[INFORMATION SHOWN Boundary: Start]
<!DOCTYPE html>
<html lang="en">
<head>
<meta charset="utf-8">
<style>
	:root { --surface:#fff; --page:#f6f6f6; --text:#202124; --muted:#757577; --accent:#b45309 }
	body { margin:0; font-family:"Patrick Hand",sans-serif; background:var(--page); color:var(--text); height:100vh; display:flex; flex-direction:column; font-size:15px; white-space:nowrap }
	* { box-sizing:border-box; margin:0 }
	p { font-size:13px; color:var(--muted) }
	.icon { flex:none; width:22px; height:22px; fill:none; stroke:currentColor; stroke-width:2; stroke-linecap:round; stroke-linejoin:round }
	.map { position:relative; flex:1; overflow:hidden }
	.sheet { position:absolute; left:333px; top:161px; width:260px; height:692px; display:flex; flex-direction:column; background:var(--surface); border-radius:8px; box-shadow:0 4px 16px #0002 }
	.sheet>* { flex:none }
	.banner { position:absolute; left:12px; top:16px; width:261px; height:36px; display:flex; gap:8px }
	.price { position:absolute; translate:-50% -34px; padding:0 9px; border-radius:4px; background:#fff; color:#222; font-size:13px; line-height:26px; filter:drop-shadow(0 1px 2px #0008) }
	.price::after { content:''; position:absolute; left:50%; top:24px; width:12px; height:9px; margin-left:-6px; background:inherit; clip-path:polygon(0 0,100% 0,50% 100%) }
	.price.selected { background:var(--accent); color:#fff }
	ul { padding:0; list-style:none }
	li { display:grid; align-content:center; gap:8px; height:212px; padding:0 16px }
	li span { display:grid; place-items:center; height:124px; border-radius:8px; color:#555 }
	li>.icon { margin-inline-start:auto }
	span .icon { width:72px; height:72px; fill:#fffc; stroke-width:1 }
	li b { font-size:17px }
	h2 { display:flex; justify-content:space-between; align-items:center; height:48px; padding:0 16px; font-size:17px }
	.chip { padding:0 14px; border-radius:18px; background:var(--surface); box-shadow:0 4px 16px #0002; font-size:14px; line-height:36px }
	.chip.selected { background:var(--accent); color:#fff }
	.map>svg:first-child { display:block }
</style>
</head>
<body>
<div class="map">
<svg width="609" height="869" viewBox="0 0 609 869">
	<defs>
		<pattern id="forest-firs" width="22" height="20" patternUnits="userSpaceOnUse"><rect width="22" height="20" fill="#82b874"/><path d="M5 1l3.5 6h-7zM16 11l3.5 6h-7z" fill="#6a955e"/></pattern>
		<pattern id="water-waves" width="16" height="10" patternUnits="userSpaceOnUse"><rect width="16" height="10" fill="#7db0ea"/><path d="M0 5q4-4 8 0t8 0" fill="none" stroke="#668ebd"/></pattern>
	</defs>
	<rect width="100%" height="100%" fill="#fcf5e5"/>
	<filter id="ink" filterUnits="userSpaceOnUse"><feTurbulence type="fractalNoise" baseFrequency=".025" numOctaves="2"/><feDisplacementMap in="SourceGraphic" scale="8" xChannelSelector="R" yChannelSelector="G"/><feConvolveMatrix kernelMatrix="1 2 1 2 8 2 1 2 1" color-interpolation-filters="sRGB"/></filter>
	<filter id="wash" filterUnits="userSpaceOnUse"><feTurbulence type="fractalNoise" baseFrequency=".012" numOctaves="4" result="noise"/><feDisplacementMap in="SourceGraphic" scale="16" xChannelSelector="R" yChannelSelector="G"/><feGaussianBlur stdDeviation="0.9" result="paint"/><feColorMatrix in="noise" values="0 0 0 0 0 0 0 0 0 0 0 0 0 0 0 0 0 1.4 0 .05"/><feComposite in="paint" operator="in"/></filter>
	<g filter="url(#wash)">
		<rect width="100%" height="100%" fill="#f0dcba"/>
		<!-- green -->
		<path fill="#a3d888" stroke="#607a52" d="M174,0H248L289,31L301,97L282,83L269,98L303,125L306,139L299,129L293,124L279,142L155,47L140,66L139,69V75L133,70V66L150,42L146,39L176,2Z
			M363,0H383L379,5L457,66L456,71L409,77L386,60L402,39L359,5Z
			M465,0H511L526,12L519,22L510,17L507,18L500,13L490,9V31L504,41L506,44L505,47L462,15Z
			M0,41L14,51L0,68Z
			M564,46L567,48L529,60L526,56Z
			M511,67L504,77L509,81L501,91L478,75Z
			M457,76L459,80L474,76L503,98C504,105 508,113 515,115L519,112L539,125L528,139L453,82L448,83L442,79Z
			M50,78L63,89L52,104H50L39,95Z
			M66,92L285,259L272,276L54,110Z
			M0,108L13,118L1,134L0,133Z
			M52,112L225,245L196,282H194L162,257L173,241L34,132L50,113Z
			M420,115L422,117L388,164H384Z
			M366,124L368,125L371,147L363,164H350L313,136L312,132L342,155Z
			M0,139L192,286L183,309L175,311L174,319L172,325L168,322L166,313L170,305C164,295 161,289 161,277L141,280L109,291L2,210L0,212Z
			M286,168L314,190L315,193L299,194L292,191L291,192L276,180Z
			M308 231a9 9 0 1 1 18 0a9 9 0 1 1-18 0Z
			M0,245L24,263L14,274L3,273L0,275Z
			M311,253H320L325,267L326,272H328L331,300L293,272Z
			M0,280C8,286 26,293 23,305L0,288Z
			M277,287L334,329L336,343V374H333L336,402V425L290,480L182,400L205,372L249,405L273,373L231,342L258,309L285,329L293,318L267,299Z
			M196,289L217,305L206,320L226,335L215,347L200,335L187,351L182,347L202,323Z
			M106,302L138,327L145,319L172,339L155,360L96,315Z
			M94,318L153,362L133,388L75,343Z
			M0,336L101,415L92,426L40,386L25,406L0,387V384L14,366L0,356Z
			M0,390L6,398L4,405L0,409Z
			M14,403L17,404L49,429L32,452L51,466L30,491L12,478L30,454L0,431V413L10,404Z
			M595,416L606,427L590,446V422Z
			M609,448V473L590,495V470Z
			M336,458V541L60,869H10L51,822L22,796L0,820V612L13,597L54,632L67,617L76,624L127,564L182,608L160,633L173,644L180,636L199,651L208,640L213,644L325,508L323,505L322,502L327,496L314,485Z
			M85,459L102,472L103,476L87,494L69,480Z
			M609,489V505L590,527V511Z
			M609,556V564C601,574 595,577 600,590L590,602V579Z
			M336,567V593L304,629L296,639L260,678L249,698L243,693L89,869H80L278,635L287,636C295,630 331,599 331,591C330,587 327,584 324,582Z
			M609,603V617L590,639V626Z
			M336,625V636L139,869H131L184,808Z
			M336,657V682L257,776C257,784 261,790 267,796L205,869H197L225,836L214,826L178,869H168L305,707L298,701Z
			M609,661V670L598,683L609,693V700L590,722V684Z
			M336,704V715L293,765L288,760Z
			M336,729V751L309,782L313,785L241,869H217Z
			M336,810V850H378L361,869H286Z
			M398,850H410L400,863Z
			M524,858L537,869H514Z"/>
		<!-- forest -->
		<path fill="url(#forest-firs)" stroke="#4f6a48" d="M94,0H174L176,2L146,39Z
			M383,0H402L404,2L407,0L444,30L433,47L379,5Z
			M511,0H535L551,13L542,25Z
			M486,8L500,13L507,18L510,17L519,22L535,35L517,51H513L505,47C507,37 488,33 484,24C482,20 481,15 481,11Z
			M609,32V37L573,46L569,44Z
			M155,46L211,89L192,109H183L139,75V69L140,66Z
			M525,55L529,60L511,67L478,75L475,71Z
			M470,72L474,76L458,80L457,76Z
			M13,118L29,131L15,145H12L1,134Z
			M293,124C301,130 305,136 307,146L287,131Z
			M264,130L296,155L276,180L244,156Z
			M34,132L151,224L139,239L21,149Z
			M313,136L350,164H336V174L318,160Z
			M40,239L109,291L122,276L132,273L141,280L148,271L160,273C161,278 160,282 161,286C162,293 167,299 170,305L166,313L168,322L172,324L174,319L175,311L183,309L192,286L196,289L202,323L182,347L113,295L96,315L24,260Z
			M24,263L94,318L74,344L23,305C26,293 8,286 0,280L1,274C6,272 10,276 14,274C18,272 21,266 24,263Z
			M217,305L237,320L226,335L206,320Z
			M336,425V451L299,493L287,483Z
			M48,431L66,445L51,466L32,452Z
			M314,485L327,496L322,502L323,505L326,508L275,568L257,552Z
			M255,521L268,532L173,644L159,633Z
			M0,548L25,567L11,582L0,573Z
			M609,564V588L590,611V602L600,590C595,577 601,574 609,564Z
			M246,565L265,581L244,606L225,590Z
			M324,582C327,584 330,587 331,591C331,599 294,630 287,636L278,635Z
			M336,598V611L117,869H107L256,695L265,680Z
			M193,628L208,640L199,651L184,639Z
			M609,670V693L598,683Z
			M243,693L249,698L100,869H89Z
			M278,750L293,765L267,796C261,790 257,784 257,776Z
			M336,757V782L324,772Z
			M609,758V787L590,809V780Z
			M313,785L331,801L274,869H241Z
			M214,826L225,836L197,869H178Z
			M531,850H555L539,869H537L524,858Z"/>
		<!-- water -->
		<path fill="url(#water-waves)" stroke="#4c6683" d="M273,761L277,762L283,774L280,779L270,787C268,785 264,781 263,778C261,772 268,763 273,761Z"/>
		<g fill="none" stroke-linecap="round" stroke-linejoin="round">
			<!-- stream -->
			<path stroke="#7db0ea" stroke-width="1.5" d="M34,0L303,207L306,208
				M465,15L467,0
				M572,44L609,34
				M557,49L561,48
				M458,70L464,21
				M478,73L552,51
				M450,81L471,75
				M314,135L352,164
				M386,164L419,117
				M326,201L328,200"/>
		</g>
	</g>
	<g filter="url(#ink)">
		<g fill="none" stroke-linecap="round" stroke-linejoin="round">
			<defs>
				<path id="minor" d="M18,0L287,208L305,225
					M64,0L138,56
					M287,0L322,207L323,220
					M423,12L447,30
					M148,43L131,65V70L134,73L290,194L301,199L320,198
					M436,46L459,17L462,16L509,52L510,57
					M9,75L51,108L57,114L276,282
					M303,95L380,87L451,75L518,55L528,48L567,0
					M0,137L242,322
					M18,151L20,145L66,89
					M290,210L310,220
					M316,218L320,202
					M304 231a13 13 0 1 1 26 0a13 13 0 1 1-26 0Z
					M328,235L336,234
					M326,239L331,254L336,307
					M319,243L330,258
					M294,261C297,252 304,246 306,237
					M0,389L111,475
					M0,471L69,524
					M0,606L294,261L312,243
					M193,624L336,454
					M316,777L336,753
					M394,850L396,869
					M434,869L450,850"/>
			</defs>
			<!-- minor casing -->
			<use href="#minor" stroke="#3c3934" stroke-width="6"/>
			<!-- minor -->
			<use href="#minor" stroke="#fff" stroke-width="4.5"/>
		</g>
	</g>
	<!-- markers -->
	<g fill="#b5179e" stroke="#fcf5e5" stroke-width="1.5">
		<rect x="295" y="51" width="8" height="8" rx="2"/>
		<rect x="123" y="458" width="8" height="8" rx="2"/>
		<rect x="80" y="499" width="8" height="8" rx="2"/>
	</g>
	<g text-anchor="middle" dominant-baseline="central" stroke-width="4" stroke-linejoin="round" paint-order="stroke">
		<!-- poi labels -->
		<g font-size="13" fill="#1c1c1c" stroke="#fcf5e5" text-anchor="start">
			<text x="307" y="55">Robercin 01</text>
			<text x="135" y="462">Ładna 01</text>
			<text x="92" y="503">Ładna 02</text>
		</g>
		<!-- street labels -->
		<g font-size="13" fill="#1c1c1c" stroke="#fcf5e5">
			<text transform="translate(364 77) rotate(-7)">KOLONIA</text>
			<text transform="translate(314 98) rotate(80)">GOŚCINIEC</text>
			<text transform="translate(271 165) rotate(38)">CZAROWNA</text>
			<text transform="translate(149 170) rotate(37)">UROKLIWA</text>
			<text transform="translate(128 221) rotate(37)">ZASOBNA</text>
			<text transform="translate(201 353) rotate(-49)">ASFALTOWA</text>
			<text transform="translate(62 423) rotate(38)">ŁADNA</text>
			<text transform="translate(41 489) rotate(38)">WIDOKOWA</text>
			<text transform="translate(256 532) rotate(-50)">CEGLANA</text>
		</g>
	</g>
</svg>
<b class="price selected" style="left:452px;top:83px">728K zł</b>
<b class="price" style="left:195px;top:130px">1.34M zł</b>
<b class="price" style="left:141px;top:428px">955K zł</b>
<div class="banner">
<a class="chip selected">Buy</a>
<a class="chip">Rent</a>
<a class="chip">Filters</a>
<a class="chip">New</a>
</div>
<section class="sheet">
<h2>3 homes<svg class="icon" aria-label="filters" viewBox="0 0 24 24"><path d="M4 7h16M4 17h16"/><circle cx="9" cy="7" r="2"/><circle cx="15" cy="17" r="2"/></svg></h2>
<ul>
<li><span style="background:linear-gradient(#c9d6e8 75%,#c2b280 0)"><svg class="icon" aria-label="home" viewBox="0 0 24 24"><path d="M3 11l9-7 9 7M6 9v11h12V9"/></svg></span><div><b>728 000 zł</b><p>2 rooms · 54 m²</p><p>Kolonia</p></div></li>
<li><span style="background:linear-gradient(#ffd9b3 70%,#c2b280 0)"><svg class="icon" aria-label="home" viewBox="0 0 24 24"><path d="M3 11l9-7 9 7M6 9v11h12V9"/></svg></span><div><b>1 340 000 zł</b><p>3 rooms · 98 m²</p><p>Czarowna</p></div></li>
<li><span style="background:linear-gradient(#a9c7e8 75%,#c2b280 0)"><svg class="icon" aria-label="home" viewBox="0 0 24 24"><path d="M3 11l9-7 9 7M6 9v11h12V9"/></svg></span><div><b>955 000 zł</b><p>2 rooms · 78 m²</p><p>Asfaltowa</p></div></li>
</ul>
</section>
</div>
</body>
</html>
[INFORMATION SHOWN Boundary: End]
WHAT YOU NEED TO DO ▸
The response must consist of the lines above, from the first one through the line containing "display:flex; justify-content:space-between; align-items:center;", reproduced exactly.

TASK ANSWER ▸
<!DOCTYPE html>
<html lang="en">
<head>
<meta charset="utf-8">
<style>
	:root { --surface:#fff; --page:#f6f6f6; --text:#202124; --muted:#757577; --accent:#b45309 }
	body { margin:0; font-family:"Patrick Hand",sans-serif; background:var(--page); color:var(--text); height:100vh; display:flex; flex-direction:column; font-size:15px; white-space:nowrap }
	* { box-sizing:border-box; margin:0 }
	p { font-size:13px; color:var(--muted) }
	.icon { flex:none; width:22px; height:22px; fill:none; stroke:currentColor; stroke-width:2; stroke-linecap:round; stroke-linejoin:round }
	.map { position:relative; flex:1; overflow:hidden }
	.sheet { position:absolute; left:333px; top:161px; width:260px; height:692px; display:flex; flex-direction:column; background:var(--surface); border-radius:8px; box-shadow:0 4px 16px #0002 }
	.sheet>* { flex:none }
	.banner { position:absolute; left:12px; top:16px; width:261px; height:36px; display:flex; gap:8px }
	.price { position:absolute; translate:-50% -34px; padding:0 9px; border-radius:4px; background:#fff; color:#222; font-size:13px; line-height:26px; filter:drop-shadow(0 1px 2px #0008) }
	.price::after { content:''; position:absolute; left:50%; top:24px; width:12px; height:9px; margin-left:-6px; background:inherit; clip-path:polygon(0 0,100% 0,50% 100%) }
	.price.selected { background:var(--accent); color:#fff }
	ul { padding:0; list-style:none }
	li { display:grid; align-content:center; gap:8px; height:212px; padding:0 16px }
	li span { display:grid; place-items:center; height:124px; border-radius:8px; color:#555 }
	li>.icon { margin-inline-start:auto }
	span .icon { width:72px; height:72px; fill:#fffc; stroke-width:1 }
	li b { font-size:17px }
	h2 { display:flex; justify-content:space-between; align-items:center; height:48px; padding:0 16px; font-size:17px }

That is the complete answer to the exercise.